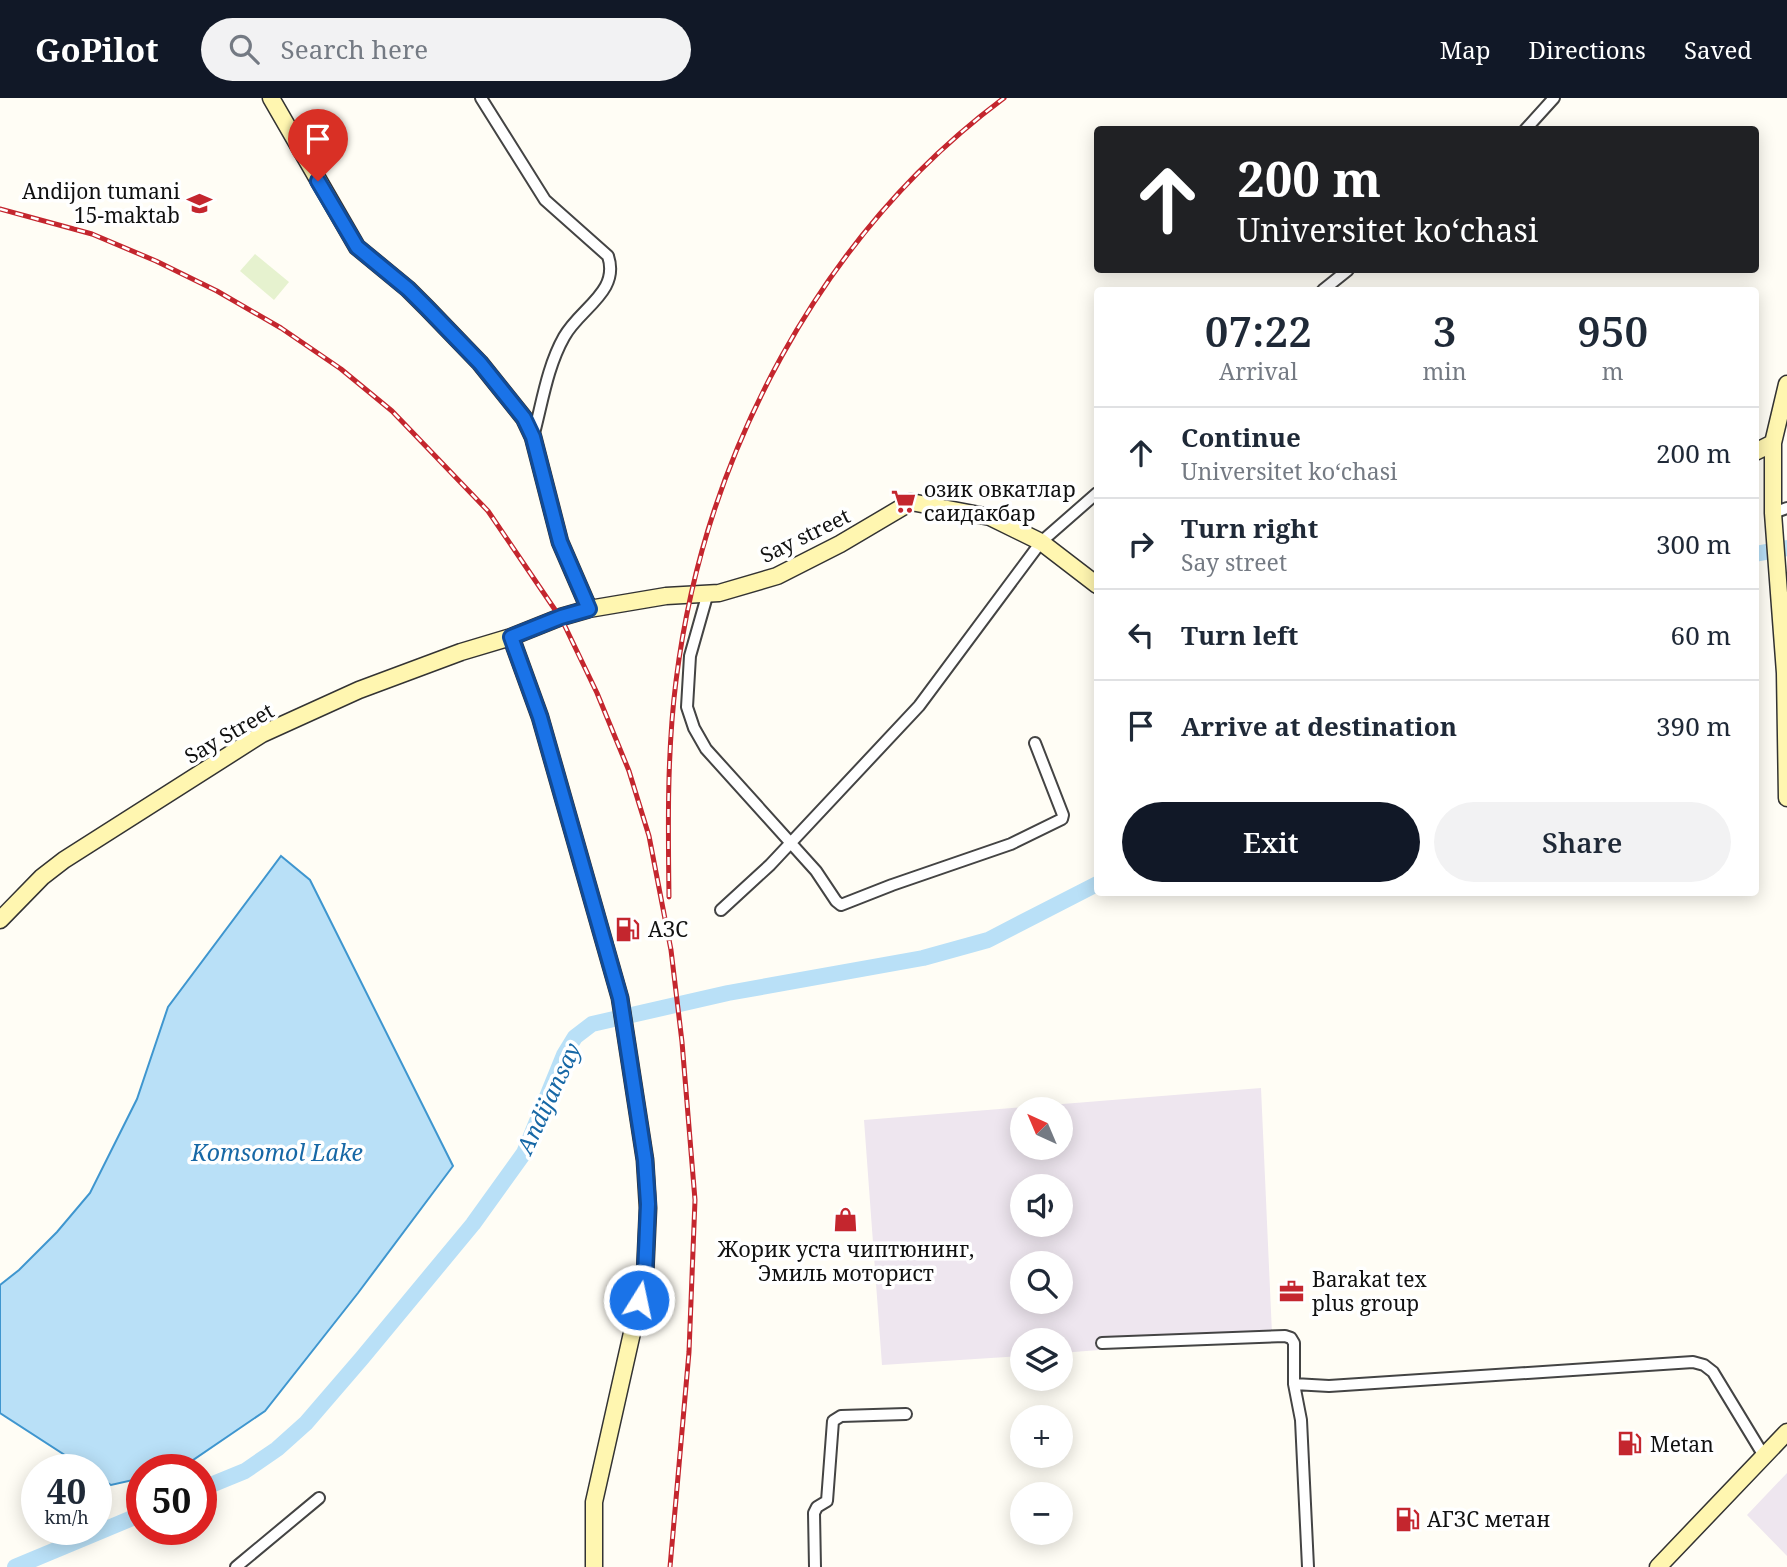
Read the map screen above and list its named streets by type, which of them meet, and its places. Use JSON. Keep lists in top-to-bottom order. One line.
{"streets":{"main road":["Say street","Say Street"]},"crossings":[["Say street","Say Street"]],"water":["Andijansay","Komsomol Lake"],"places":{"school or university":["Andijon tumani 15-maktab"],"supermarket":["озик овкатлар саидакбар"],"fuel station":["АЗС","Metan","АГЗС метан"],"shop":["Жорик уста чиптюнинг, Эмиль моторист"],"office":["Barakat tex plus group"]},"north":"top left","page":{"header":"GoPilot","search":"Search here","nav":["Map","Directions","Saved"],"turn":["200 m","Universitet kо‘chasi"],"eta":["07:22","Arrival","3","min","950","m"],"list":[{"name":"Continue","note":"Universitet kо‘chasi","value":"200 m"},{"name":"Turn right","note":"Say street","value":"300 m"},{"name":"Turn left","value":"60 m"},{"name":"Arrive at destination","value":"390 m"}],"buttons":["Exit","Share"],"map_buttons":["+","−"],"speed":"40 km/h","limit":"50"}}
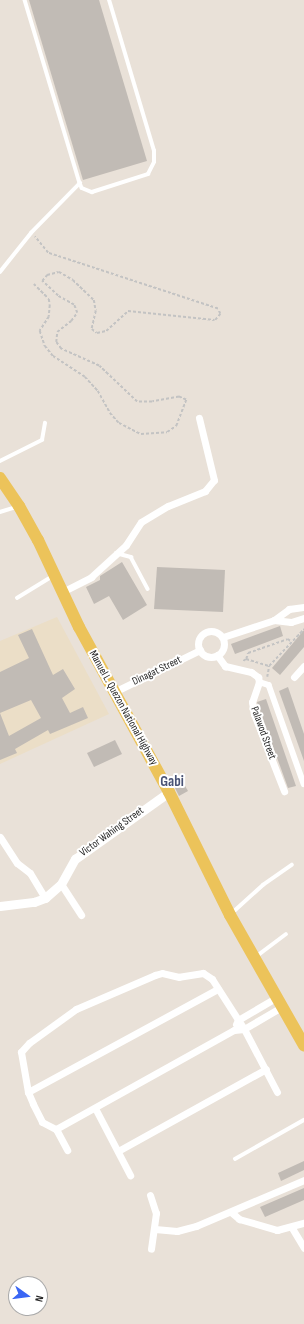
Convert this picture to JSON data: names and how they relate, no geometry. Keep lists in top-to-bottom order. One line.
{"streets":{"main road":["Manuel L. Quezon National Highway"],"street":["Dinagat Street","Palawod Street","Victor Wahing Street"]},"crossings":[["Dinagat Street","Manuel L. Quezon National Highway"],["Manuel L. Quezon National Highway","Victor Wahing Street"]],"districts":["Gabi"],"north":"right"}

===============

**Task goal**
The pictures should be dropped, and every line above should be set down again exactly.

**Response**
Read the map screen above and list its named streets by type, which of them meet, and its places. Use JSON. Keep lists in top-to-bottom order. One line.
{"streets":{"main road":["Say street","Say Street"]},"crossings":[["Say street","Say Street"]],"water":["Andijansay","Komsomol Lake"],"places":{"school or university":["Andijon tumani 15-maktab"],"supermarket":["озик овкатлар саидакбар"],"fuel station":["АЗС","Metan","АГЗС метан"],"shop":["Жорик уста чиптюнинг, Эмиль моторист"],"office":["Barakat tex plus group"]},"north":"top left","page":{"header":"GoPilot","search":"Search here","nav":["Map","Directions","Saved"],"turn":["200 m","Universitet kо‘chasi"],"eta":["07:22","Arrival","3","min","950","m"],"list":[{"name":"Continue","note":"Universitet kо‘chasi","value":"200 m"},{"name":"Turn right","note":"Say street","value":"300 m"},{"name":"Turn left","value":"60 m"},{"name":"Arrive at destination","value":"390 m"}],"buttons":["Exit","Share"],"map_buttons":["+","−"],"speed":"40 km/h","limit":"50"}}
Convert this picture to JSON data: names and how they relate, no geometry. Keep lists in top-to-bottom order. One line.
{"streets":{"main road":["Manuel L. Quezon National Highway"],"street":["Dinagat Street","Palawod Street","Victor Wahing Street"]},"crossings":[["Dinagat Street","Manuel L. Quezon National Highway"],["Manuel L. Quezon National Highway","Victor Wahing Street"]],"districts":["Gabi"],"north":"right"}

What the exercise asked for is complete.